His words are said to have inspired the Southern states with the notion of secession from the Union in 1860-1861 - some 10 years after his death on March 31, 1850. It would be hard to understate his influence on the American republic during the first half of the 19th century.

In your letter, you said a picture of the chair appears in "The Heritage of Early American Houses." We believe there is a picture of a similar chair in the referenced book and that particular piece of furniture once belonged to John C. Calhoun. However, we have examined the photographs and have concluded that the chair in today's question is not likely to have been made until after Calhoun's death. We feel it is probably circa 1860 and, therefore, could not have belonged to the famous orator.

Victorian furniture is divided into a number of substyles. There is, for example, the Renaissance revival (1860-1875), which was influenced by the Italian Renaissance and reinterpreted some Greek and Roman themes. Another Victorian substyle is Eastlake (1870-1900), named after Charles Lock Eastlake, an English architect who published "Hints on Household Taste in Furniture, Upholstery and Other Details" in 1868. This style tends to be rectilinear and dependent on geometric machine detailing.

Your chair, however, is in the rococo-revival substyle that started in the 1840s and persisted until around 1865. Based on French-rococo design of the mid-18th century, pieces in this style can be elaborate with cabriole (S-curved) legs and carvings of birds, flowers, fruit and human busts.

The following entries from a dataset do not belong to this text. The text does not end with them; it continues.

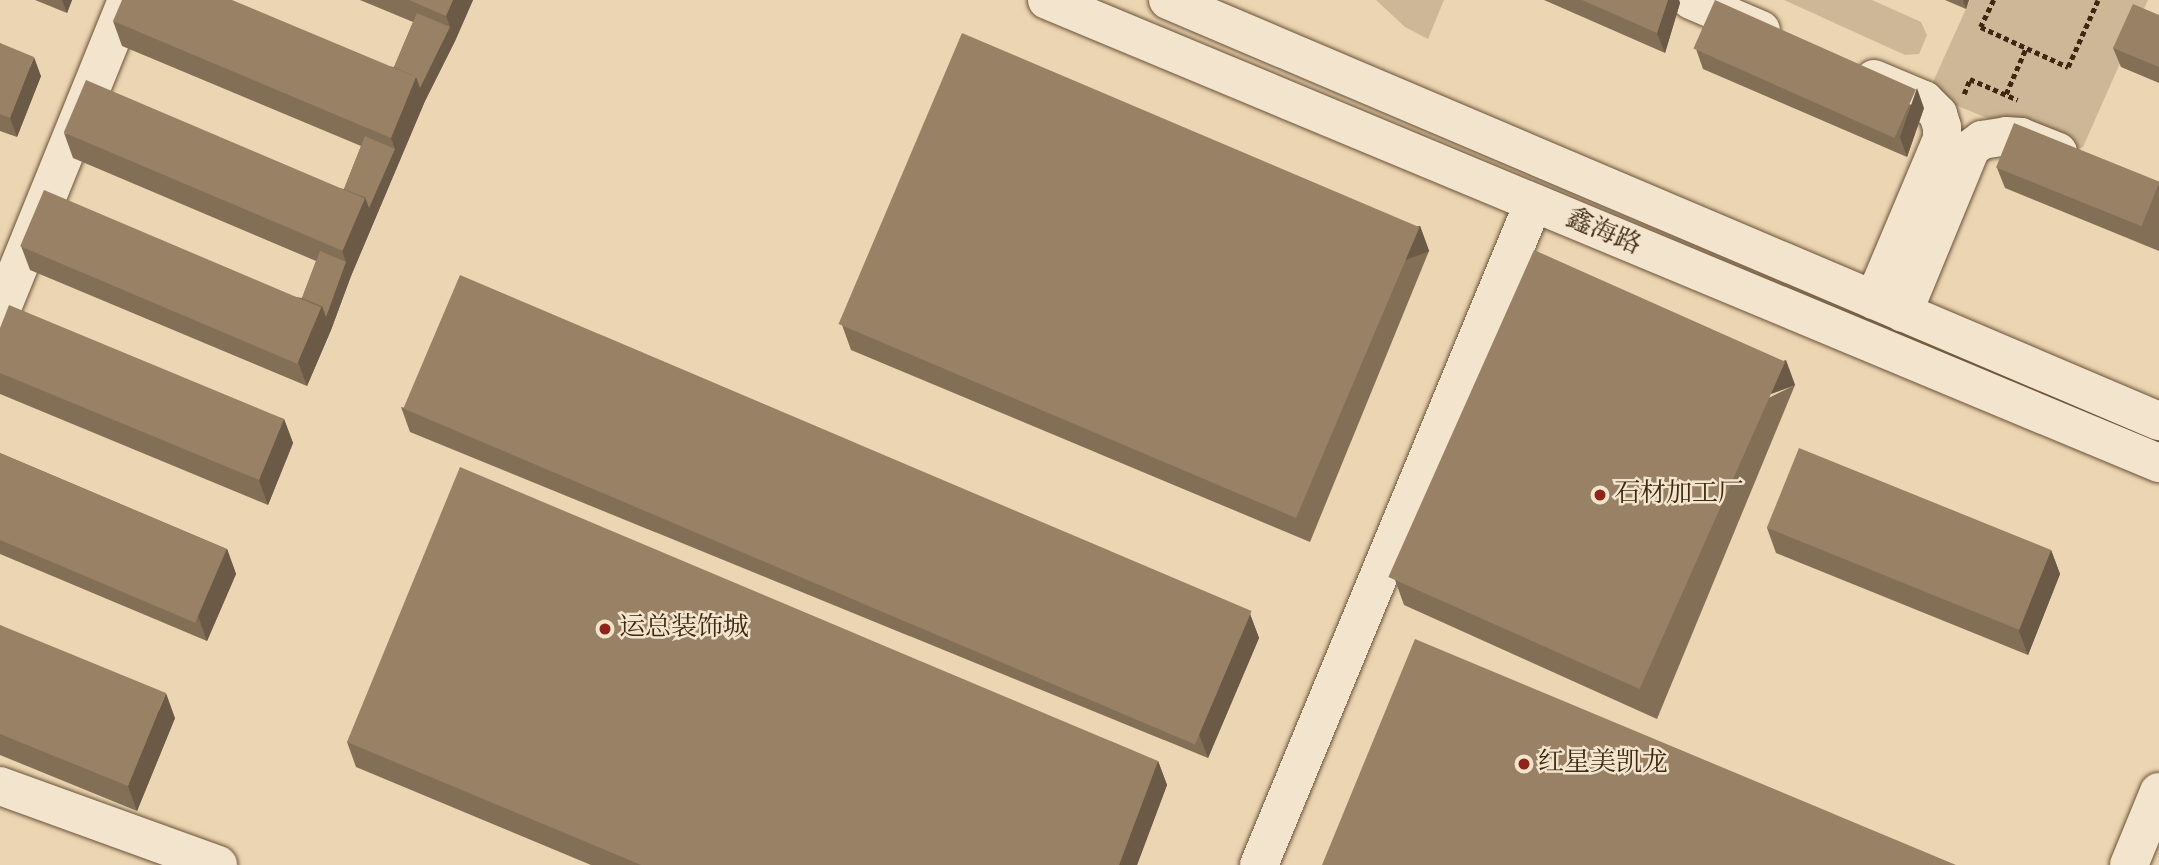 <!DOCTYPE html>
<meta charset="utf-8">
<style>
body{margin:0}
#map{position:relative;width:2159px;height:865px;overflow:hidden;background:#ecd5b2;font-family:"Sorts Mill Goudy","Noto Serif SC",serif}
div>[style]{position:absolute}
.green>*{inset:0;background:#ceb796}
.path>*{height:4.5px;margin-top:-2.25px;transform-origin:0;background:repeating-linear-gradient(90deg,#3c2710 0 5px,transparent 0 8.5px)}
.roads{filter:drop-shadow(0 0 2px #685238) drop-shadow(0 0 2px #685238)}
.minor>*{height:38px;margin:-19px;padding:0 19px;transform-origin:19px;border-radius:19px;background:#f3e4cd}
.wall>*{inset:0;background:#836f56}
.shaded-wall>*{inset:0;background:#6a5a46;transform-origin:0 0}
.building>*{inset:0;background:#988164;transform-origin:0 0}
.dots>*{width:19px;height:19px;translate:-50% -50%;box-sizing:border-box;border:4px solid #f3e4cd;border-radius:50%}
span{translate:-50% -50%;white-space:nowrap;text-align:center;line-height:1.15;-webkit-text-stroke:5px #f3e4cd;paint-order:stroke}
.street-label{font-size:26px;color:#3c2710}
.poi-label{font-size:26px;color:#3c2710}
.left{translate:0 -50%;text-align:left}
</style>
<div id="map">
<div class="green">
<div style="clip-path:polygon(1376px 0,1444px 0,1428px 39px,1405px 27px)"></div>
<div style="clip-path:polygon(1784px 0,1872px 0,1921px 22px,1927px 35px,1919px 54px,1905px 55px)"></div>
<div style="clip-path:polygon(1970px 0,2148px 0,2083px 147px,2070px 152px,1936px 97px,1932px 84px)"></div>
</div>
<div class="path">
<div style="left:1994px;top:0;width:30px;rotate:116deg"></div>
<div style="left:1981px;top:27px;width:96px;rotate:24.7deg"></div>
<div style="left:2068px;top:67px;width:73px;rotate:-65.9deg"></div>
<div style="left:1964px;top:94px;width:16px;rotate:-68deg"></div>
<div style="left:1970px;top:79px;width:52px;rotate:23.6deg"></div>
<div style="left:2006px;top:94px;width:50px;rotate:-66.5deg"></div>
</div>
<div class="roads">
<div class="minor">
<div style="left:1047px;top:0;width:1205px;rotate:22.61deg"></div>
<div style="left:1168px;top:0;width:1077px;rotate:23.02deg"></div>
<div style="left:1691px;top:0;width:76px;rotate:23.2deg"></div>
<div style="left:1874px;top:79px;width:54px;rotate:22.8deg"></div>
<div style="left:1924px;top:100px;width:20px;rotate:45deg"></div>
<div style="left:1938px;top:114px;width:14px;rotate:73deg"></div>
<div style="left:1942px;top:127px;width:12px;rotate:90deg"></div>
<div style="left:1942px;top:139px;width:175px;rotate:112.9deg"></div>
<div style="left:0;top:313px;width:338px;rotate:-67.9deg"></div>
<div style="left:1903px;top:313px;width:178px;rotate:-67.6deg"></div>
<div style="left:1971px;top:148px;width:14px;rotate:-36deg"></div>
<div style="left:1982px;top:140px;width:24px;rotate:-9deg"></div>
<div style="left:2006px;top:136px;width:15px;rotate:4deg"></div>
<div style="left:2021px;top:137px;width:40px;rotate:22deg"></div>
<div style="left:0;top:786px;width:232px;rotate:19.9deg"></div>
<div style="left:1259px;top:865px;width:716px;rotate:-67.48deg"></div>
<div style="left:2129px;top:865px;width:79px;rotate:-67.7deg"></div>
</div>
</div>
<div class="wall">
<div style="clip-path:polygon(35px 0,72px 0,67px 13px)"></div>
<div style="clip-path:polygon(360px 0,473px 0,455px 41px,425px 101px,351px 276px,331px 330px,307px 386px,30px 270px,21px 246px,302px 298px,316px 261px,73px 158px,64px 133px,344px 189px,361px 146px,122px 46px,113px 21px,394px 67px,413px 22px)"></div>
<div style="clip-path:polygon(1544px 0,1679px 0,1680px 3px,1665px 53px)"></div>
<div style="clip-path:polygon(1945px 0,1969px 0,1966px 9px)"></div>
<div style="clip-path:polygon(2159px 15px,2159px 83px,2121px 67px,2113px 48px)"></div>
<div style="clip-path:polygon(0 43px,41px 76px,17px 137px,0 131px)"></div>
<div style="clip-path:polygon(1696px 49px,1924px 108px,1907px 157px,1703px 69px)"></div>
<div style="clip-path:polygon(1997px 168px,2159px 183px,2159px 251px,2005px 188px)"></div>
<div style="clip-path:polygon(1420px 226px,1429px 251px,1310px 542px,851px 350px,842px 325px)"></div>
<div style="clip-path:polygon(0 328px,284px 419px,293px 443px,268px 505px,0 394px)"></div>
<div style="clip-path:polygon(1795px 385px,1657px 719px,1404px 605px,1395px 580px)"></div>
<div style="clip-path:polygon(401px 407px,1250px 614px,1259px 638px,1208px 758px,410px 432px)"></div>
<div style="clip-path:polygon(0 453px,227px 549px,236px 574px,207px 641px,0 554px)"></div>
<div style="clip-path:polygon(1767px 528px,2051px 550px,2060px 574px,2028px 655px,1776px 553px)"></div>
<div style="clip-path:polygon(0 625px,175px 718px,137px 811px,0 755px)"></div>
<div style="clip-path:polygon(347px 742px,1158px 761px,1167px 785px,1137px 865px,591px 865px,356px 767px)"></div>
</div>
<div class="shaded-wall">
<div style="clip-path:polygon(62px 0,72px 0,67px 13px)"></div>
<div style="clip-path:polygon(453px 0,473px 0,455px 41px,425px 101px,351px 276px,331px 330px,307px 386px,298px 362px,322px 306px,346px 262px,342px 251px,365px 197px,395px 149px,391px 138px,416px 77px,450px 27px,446px 16px)"></div>
<div style="clip-path:polygon(1668px 0,1679px 0,1680px 3px,1665px 53px,1657px 33px)"></div>
<div style="clip-path:polygon(1963px 0,1969px 0,1966px 9px)"></div>
<div style="clip-path:polygon(34px 57px,41px 76px,17px 137px,10px 118px)"></div>
<div style="clip-path:polygon(1917px 88px,1924px 108px,1907px 157px,1900px 137px)"></div>
<div style="left:1420px;top:226px;width:27px;height:314px;rotate:70deg"></div>
<div style="left:1786px;top:360px;width:27px;height:361px;rotate:70deg"></div>
<div style="clip-path:polygon(284px 419px,293px 443px,268px 505px,259px 480px)"></div>
<div style="clip-path:polygon(227px 549px,236px 574px,207px 641px,198px 616px)"></div>
<div style="clip-path:polygon(2051px 550px,2060px 574px,2028px 655px,2019px 631px)"></div>
<div style="clip-path:polygon(1250px 614px,1259px 638px,1208px 758px,1199px 734px)"></div>
<div style="clip-path:polygon(166px 693px,175px 718px,137px 811px,128px 786px)"></div>
<div style="clip-path:polygon(1158px 761px,1167px 785px,1137px 865px,1119px 865px)"></div>
</div>
<div class="building">
<div style="clip-path:polygon(122px 0,232px 0,416px 77px,391px 138px,113px 21px)"></div>
<div style="clip-path:polygon(409px 0,453px 0,446px 16px)"></div>
<div style="clip-path:polygon(1582px 0,1668px 0,1657px 33px)"></div>
<div style="left:1715px;top:0;width:220px;height:53px;rotate:24deg"></div>
<div style="clip-path:polygon(2133px 4px,2159px 15px,2159px 67px,2113px 48px)"></div>
<div style="clip-path:polygon(417px 13px,450px 27px,420px 88px,416px 77px,394px 67px)"></div>
<div style="left:962px;top:33px;width:497px;height:316px;rotate:23deg"></div>
<div style="clip-path:polygon(0 43px,34px 57px,10px 118px,0 114px)"></div>
<div style="left:86px;top:80px;width:303px;height:57px;rotate:23deg"></div>
<div style="left:2014px;top:123px;width:157px;height:48px;rotate:22deg"></div>
<div style="clip-path:polygon(365px 136px,395px 149px,369px 208px,365px 197px,344px 189px)"></div>
<div style="left:44px;top:190px;width:301px;height:61px;rotate:23deg"></div>
<div style="left:1534px;top:250px;width:275px;height:358px;rotate:24deg"></div>
<div style="clip-path:polygon(320px 251px,346px 262px,326px 317px,322px 306px,302px 298px)"></div>
<div style="left:460px;top:275px;width:860px;height:145px;rotate:23deg"></div>
<div style="clip-path:polygon(9px 305px,284px 419px,259px 480px,0 373px,0 328px)"></div>
<div style="left:1799px;top:448px;width:272px;height:86px;rotate:22deg"></div>
<div style="left:0;top:453px;width:246px;height:80px;rotate:23deg"></div>
<div style="clip-path:polygon(460px 467px,1158px 761px,1119px 865px,641px 865px,347px 742px)"></div>
<div style="clip-path:polygon(0 625px,166px 693px,128px 786px,0 734px)"></div>
<div style="clip-path:polygon(1415px 639px,1956px 865px,1322px 865px)"></div>
</div>
<div class="dots">
<div style="left:1600px;top:495px;background:#8f2418"></div>
<div style="left:605px;top:629px;background:#8f2418"></div>
<div style="left:1524px;top:764px;background:#8f2418"></div>
</div>
<div class="street-label">
<span style="left:1603px;top:233px;rotate:23deg">鑫海路</span>
</div>
<div class="poi-label">
<span class="left" style="left:1614px;top:495px">石材加工厂</span>
<span class="left" style="left:619px;top:629px">运总装饰城</span>
<span class="left" style="left:1538px;top:764px">红星美凯龙</span>
</div>
</div>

This chair, a tad restrained to have been made early in the rococo-revival era, is much more related to later items. It is probable that this piece was once part of a pair of chairs - a gentleman's and a lady's. This one with its straight arms is the gentleman's chair, while the lady's would have arms spread more widely apart to accommodate a woman's voluminous skirts.

The value of most Victorian furniture has plummeted over the past few years, and while the better pieces seem to be recovering just a bit, this walnut Victorian rococo-revival gentleman's chair still has only a modest value of between $450 and $600.